Try it :: Show every line below where "Input" appears.

Stored data ::
Start of Block

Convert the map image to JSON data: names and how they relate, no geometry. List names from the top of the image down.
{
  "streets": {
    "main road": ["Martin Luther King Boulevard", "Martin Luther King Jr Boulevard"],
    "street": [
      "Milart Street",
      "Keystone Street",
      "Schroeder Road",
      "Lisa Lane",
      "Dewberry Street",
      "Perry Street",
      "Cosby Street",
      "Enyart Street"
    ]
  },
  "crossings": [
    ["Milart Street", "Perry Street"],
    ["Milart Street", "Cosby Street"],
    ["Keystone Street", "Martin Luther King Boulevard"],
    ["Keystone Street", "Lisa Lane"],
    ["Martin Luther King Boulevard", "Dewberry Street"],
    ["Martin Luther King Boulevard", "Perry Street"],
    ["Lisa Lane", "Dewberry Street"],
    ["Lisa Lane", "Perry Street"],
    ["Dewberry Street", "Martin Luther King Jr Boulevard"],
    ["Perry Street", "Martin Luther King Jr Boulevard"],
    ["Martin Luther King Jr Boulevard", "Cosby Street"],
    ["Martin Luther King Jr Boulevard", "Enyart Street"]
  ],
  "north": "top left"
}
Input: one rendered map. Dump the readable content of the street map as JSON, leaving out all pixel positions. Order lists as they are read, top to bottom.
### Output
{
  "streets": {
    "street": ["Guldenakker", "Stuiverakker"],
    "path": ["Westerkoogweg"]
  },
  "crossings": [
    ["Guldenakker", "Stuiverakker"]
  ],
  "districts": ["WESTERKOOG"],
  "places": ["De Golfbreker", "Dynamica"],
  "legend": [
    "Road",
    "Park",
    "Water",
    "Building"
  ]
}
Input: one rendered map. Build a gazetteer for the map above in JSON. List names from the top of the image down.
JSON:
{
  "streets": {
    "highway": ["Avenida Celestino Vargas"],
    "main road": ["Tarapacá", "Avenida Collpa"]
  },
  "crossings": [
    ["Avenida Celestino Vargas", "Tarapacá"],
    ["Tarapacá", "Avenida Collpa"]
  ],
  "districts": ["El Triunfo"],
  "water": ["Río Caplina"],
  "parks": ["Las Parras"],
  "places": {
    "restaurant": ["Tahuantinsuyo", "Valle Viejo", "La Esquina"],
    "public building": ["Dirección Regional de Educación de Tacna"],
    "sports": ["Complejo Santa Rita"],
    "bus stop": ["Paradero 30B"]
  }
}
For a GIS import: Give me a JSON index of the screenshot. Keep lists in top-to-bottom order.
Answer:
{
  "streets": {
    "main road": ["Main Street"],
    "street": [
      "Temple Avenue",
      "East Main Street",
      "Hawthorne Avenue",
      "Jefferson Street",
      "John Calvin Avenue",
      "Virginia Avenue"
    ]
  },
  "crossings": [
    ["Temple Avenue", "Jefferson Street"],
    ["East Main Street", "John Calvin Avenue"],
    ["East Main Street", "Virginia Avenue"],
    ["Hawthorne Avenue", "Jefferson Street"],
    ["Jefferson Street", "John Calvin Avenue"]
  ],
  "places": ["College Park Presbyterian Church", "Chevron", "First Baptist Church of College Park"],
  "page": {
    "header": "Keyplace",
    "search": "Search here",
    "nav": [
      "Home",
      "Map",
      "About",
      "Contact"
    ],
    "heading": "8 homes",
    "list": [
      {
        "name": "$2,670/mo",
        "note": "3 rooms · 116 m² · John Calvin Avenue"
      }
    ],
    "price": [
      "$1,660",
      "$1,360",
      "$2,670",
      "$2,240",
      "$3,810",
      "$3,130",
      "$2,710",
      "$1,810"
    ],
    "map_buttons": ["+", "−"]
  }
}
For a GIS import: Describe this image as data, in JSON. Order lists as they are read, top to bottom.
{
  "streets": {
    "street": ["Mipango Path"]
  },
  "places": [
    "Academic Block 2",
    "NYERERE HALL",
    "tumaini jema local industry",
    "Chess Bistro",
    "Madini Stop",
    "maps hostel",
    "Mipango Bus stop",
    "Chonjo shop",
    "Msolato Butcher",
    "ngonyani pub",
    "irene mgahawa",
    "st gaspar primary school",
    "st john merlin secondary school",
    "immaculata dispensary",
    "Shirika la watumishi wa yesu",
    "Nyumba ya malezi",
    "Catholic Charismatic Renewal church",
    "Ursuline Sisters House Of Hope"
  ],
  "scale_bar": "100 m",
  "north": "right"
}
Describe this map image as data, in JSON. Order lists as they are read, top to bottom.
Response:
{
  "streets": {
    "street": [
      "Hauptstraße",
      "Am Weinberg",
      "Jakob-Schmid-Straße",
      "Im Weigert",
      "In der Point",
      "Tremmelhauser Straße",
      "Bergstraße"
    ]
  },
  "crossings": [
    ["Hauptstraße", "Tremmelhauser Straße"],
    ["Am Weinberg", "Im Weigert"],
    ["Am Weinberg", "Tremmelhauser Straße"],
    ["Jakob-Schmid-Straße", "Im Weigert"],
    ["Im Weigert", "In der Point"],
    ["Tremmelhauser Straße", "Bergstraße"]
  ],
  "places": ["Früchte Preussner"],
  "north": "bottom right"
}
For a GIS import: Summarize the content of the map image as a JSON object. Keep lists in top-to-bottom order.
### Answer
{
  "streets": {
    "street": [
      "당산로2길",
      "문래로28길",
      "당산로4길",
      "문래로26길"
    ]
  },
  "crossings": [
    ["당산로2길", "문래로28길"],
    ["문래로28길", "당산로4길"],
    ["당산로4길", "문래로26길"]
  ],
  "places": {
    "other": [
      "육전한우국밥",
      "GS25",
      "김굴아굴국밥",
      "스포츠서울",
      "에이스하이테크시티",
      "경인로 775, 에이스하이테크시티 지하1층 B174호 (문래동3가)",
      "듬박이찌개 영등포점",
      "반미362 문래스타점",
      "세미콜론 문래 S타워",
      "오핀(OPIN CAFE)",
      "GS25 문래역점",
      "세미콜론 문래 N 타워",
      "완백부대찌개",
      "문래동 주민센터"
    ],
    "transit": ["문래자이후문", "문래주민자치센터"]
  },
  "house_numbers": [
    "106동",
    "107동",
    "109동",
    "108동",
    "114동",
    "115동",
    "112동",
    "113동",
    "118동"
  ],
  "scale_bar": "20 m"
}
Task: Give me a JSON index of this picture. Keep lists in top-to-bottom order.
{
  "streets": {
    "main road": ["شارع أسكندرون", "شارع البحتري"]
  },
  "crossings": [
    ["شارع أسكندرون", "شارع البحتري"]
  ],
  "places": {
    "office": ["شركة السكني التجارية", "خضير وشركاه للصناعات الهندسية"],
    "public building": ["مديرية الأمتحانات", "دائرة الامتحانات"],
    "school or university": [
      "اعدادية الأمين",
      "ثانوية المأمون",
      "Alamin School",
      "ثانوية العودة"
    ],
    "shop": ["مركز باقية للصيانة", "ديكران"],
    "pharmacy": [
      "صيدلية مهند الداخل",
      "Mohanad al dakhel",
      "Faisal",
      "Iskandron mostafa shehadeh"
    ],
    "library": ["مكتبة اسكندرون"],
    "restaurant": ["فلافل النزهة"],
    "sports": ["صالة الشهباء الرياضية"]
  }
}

End of Block

Task solution ::
Input: one rendered map. Dump the readable content of the street map as JSON, leaving out all pixel positions. Order lists as they are read, top to bottom.
Input: one rendered map. Build a gazetteer for the map above in JSON. List names from the top of the image down.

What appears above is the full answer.